Luis Vilar, volontaire de Greenpeace, raconte l’impuissance qu’il a ressentie en 2003 quand il a vu les excavatrices creuser dans la montagne, lui arrachant des pans entiers. Comment stopper un tel désastre naturel ? Cette année là, un promoteur posait en plein coeur du parc naturel de Cabo de Gata-Nijar la première pierre d’un hotel gigantesque de 21 étages sur la plage de l’Algarrobico, à moins de 50 mètres de la mer. Indignés, les écologistes locaux entament un bras de fer avec le promoteur Azata del Sol. Ils demandent l’arrêt immédiat de cette « aberration urbanistique ». Mais le mal était fait. La montagne avait déjà perdu la moitié de son flanc et la construction avait commencé.

Aujourd’hui, outre quelques touristes errant sur la plage, pas âme qui vive. Seules 4 grues à l’arrêt s’élèvent comme une menace derrière ce monstre de béton. Sur la facade inachevée, on peut lire en énormes lettres noires, l’inscription « Illégal », souvenir du combat mené par les activistes de l’organisation écologiste Greenpeace férocement opposés à la construction de l’hôtel. Les activistes avaient peint cette inscription lors d’un coup médiatique.

Premières victoires des défenseurs de l’environnement

En 2005, les écologistes remportent une première victoire : la justice leur donne raison en vertu de la loi sur le littoral de 1988 qui interdit de construire à moins de 100 m de la mer. Pendant plus de 10 ans, les défenseurs de l’environnement réclament la destruction de l’hôtel. Mais la justice est lente et détruire ce mastodonte de béton coûterait beaucoup d’argent. La facture de la démolition est estimée à des dizaines de millions d’euros sans compter le coût du transport des 65 000 m3 de gravats, la future réhabilitation du terrain ainsi que l’indemnisation réclamée par le promoteur de l’hotel Azata del Sol.

 

Permis de construire pour se financer

Pour mener à bien son opération urbanistique, le promoteur avait d’ailleurs obtenu tous les permis de construire. Greenpeace et les villageois évoquent les intérêts de l’ancien maire, qui a régné sur Carboneras pendant vingt-huit ans. Luis Vilar explique : « À Carboneras, on regardait avec envie le développement du tourisme de masse du village voisin Mojacar. Ceux qui soutenaient le projet disaient que ça allait donner du travail. » En fait, cela faisait vivre la municipalité qui, comme dans le reste de l’Espagne, rendait les terrains constructibles pour se financer. Selon Pilar Marcos, responsable des côtes à Greenpeace, « l’Algarrobico n’est que la pointe de l’iceberg d’un projet qui prévoyait la construction de sept hôtels et d’une zone résidentielle avec son terrain de golf ».
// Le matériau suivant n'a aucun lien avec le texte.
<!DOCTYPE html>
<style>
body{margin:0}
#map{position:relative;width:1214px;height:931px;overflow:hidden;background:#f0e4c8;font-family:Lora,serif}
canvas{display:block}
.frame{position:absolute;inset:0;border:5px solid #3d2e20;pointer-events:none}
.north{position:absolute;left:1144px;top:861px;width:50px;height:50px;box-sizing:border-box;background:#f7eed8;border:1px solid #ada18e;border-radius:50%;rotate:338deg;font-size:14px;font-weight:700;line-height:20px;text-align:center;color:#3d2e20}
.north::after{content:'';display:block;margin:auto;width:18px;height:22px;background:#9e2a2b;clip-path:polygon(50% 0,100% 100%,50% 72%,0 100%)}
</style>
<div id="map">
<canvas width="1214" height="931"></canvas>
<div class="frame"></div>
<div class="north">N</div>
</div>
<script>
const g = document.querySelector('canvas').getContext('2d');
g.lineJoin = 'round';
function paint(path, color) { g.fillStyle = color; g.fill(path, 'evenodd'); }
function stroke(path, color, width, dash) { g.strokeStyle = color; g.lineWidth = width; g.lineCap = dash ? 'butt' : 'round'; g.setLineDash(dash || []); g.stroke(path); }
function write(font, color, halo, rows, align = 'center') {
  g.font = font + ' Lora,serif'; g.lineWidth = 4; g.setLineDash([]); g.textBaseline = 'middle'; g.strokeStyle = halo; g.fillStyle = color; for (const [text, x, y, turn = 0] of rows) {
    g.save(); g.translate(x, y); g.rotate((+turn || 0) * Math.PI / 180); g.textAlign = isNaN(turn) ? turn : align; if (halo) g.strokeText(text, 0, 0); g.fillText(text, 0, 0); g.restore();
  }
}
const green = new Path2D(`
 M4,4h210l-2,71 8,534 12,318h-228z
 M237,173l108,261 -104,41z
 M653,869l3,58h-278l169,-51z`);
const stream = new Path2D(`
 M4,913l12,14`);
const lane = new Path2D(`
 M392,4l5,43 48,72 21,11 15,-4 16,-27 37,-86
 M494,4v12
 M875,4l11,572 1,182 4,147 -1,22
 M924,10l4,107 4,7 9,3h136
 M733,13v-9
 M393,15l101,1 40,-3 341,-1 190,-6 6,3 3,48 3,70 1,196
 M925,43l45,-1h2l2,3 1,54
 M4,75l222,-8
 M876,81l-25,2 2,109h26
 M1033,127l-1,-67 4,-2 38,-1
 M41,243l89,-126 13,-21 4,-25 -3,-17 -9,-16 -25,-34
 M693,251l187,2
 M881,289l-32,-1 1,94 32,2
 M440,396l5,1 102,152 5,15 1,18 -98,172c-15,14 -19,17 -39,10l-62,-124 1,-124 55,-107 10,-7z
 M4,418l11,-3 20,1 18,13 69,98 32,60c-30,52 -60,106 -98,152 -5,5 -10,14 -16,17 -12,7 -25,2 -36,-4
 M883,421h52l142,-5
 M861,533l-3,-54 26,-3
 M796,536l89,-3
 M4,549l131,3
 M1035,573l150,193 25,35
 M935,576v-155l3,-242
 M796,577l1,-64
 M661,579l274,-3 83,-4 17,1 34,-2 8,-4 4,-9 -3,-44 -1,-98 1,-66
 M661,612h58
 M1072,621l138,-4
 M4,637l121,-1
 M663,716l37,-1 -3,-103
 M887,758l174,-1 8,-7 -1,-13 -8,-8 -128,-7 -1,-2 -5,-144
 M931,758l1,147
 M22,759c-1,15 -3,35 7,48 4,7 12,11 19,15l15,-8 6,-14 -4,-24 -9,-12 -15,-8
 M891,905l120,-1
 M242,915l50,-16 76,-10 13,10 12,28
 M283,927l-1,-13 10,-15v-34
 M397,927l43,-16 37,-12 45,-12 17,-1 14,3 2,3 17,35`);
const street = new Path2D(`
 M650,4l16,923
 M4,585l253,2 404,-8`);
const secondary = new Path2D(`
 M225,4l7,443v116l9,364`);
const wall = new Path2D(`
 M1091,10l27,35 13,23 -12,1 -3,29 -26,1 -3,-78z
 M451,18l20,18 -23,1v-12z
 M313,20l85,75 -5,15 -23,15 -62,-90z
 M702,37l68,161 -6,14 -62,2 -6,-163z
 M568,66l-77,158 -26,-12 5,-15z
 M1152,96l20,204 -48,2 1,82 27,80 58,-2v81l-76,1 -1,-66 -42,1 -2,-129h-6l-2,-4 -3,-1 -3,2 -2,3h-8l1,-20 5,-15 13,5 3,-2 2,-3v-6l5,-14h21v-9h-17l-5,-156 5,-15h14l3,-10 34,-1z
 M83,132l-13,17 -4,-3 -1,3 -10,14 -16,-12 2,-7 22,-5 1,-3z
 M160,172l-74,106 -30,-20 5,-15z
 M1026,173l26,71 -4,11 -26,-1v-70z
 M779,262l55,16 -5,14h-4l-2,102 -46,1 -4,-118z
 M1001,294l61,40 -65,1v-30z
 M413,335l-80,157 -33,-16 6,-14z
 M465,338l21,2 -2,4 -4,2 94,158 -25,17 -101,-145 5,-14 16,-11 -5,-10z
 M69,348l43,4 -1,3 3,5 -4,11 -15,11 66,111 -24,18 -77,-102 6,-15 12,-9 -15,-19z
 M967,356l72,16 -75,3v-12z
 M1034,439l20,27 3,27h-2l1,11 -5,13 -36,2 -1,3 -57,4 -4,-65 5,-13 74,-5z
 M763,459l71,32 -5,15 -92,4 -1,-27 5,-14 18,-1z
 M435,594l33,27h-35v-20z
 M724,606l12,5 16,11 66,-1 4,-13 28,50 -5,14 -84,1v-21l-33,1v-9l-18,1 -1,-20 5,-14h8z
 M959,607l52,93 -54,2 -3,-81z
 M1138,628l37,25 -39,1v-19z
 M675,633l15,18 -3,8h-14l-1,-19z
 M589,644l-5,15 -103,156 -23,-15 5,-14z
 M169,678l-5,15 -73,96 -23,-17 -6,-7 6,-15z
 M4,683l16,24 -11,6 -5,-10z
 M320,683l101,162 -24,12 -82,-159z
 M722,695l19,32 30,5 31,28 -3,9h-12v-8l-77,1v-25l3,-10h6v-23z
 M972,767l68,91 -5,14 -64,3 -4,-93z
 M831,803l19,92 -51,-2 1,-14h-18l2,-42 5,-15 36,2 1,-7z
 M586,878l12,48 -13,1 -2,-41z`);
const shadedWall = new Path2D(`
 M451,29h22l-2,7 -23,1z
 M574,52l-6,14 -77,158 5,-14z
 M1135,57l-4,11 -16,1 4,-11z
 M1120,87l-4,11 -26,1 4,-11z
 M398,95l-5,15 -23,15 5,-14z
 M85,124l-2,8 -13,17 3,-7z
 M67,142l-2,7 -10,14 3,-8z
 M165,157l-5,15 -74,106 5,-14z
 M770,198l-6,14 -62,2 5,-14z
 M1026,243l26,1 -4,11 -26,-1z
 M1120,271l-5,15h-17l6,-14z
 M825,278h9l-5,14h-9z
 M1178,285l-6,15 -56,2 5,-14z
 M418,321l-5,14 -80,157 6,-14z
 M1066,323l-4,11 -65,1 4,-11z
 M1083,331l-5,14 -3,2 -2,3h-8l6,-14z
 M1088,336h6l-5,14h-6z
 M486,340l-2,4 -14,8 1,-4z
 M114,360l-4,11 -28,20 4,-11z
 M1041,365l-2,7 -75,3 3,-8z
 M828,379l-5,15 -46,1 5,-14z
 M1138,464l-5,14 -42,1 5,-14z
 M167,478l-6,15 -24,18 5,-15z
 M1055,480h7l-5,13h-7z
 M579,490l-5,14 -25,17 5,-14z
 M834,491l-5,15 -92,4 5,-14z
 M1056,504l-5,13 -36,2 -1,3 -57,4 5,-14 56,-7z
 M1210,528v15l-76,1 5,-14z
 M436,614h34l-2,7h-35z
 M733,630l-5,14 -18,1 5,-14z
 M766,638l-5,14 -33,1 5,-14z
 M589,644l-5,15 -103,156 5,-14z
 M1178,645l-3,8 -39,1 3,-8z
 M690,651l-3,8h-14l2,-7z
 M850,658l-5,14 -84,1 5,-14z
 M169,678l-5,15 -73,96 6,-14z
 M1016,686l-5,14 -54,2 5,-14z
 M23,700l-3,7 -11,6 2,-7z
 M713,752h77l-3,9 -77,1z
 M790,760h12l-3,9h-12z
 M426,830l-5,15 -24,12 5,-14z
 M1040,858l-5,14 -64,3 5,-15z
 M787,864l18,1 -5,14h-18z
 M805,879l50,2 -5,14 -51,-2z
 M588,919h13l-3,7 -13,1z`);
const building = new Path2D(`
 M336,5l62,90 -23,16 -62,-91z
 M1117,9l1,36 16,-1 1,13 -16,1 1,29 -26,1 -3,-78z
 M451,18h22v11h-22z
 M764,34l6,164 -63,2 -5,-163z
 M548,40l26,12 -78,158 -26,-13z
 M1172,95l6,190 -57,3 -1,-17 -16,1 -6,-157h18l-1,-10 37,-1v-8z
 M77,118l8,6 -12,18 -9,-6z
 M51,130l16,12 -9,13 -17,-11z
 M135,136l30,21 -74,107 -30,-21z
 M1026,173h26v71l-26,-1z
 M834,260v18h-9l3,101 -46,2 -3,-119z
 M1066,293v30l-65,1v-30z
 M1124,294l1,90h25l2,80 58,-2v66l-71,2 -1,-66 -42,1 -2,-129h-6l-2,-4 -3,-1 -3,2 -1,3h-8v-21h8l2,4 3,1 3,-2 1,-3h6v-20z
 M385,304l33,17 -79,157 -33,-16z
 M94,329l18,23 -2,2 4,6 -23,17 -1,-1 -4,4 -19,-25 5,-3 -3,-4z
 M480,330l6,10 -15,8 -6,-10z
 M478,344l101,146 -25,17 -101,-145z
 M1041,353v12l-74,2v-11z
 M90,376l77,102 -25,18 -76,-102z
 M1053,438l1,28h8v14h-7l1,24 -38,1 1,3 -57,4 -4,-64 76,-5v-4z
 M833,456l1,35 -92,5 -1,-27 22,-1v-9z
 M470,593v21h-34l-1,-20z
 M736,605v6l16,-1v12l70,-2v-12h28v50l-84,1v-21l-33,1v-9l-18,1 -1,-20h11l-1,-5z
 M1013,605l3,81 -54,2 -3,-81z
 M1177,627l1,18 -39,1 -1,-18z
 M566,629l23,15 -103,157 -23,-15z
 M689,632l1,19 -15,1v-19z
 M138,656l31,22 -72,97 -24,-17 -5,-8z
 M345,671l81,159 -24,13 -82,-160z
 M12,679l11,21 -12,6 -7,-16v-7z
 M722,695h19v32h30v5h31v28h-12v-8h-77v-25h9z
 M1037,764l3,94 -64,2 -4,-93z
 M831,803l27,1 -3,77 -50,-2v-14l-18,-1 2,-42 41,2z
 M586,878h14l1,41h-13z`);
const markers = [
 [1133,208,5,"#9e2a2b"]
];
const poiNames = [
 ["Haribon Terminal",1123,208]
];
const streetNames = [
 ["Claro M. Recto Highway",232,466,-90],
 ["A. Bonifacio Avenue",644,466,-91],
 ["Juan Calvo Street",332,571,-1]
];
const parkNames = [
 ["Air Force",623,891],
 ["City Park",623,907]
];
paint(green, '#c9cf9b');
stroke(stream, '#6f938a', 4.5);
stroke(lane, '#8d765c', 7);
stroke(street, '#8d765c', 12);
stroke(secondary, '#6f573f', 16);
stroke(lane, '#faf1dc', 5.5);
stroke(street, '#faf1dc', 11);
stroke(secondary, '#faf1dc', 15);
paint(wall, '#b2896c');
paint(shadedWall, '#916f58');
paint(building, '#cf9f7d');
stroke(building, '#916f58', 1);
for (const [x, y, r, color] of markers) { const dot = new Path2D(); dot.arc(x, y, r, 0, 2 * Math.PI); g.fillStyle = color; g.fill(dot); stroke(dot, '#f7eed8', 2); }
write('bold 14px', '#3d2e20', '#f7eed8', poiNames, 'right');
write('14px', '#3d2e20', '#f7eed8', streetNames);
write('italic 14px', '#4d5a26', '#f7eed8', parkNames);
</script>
Autre modèle possible pour Carboneras ?

« L’hôtel a fait beaucoup de mal à Carboneras », regrette Salvador Hernández, le nouveau maire de la ville qui a pris ses fonctions en mai 2011. Il espère bien qu’on cessera un jour d’associer sa municipalité aux abus urbanistiques.

Jesus Contreras, guide touristique du parc naturel, regrette aussi le temps où peintres et artistes européens venaient se perdre dans ce petit village de pêcheurs, se délecter sur les plages désertes et multiples criques du parc naturel. Il aimerait que son pays soit capable de développer un autre modèle touristique que celui du tourisme de masse.